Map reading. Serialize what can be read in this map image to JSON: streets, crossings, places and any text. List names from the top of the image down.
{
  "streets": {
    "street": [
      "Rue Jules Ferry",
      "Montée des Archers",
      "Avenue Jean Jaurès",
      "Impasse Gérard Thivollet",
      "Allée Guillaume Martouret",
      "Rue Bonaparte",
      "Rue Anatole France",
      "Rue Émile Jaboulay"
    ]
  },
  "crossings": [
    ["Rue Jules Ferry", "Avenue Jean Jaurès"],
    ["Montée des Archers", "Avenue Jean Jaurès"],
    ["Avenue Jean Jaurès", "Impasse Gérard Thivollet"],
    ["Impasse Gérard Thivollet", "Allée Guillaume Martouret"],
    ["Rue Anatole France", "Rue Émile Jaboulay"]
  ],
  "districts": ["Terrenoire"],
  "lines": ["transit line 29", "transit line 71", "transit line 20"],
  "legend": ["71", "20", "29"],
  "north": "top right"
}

※

§ **Work order**
Give the listing again, word for word.

§ **Answer for this exercise**
Map reading. Serialize what can be read in this map image to JSON: streets, crossings, places and any text. List names from the top of the image down.
{
  "streets": {
    "street": [
      "Rue Jules Ferry",
      "Montée des Archers",
      "Avenue Jean Jaurès",
      "Impasse Gérard Thivollet",
      "Allée Guillaume Martouret",
      "Rue Bonaparte",
      "Rue Anatole France",
      "Rue Émile Jaboulay"
    ]
  },
  "crossings": [
    ["Rue Jules Ferry", "Avenue Jean Jaurès"],
    ["Montée des Archers", "Avenue Jean Jaurès"],
    ["Avenue Jean Jaurès", "Impasse Gérard Thivollet"],
    ["Impasse Gérard Thivollet", "Allée Guillaume Martouret"],
    ["Rue Anatole France", "Rue Émile Jaboulay"]
  ],
  "districts": ["Terrenoire"],
  "lines": ["transit line 29", "transit line 71", "transit line 20"],
  "legend": ["71", "20", "29"],
  "north": "top right"
}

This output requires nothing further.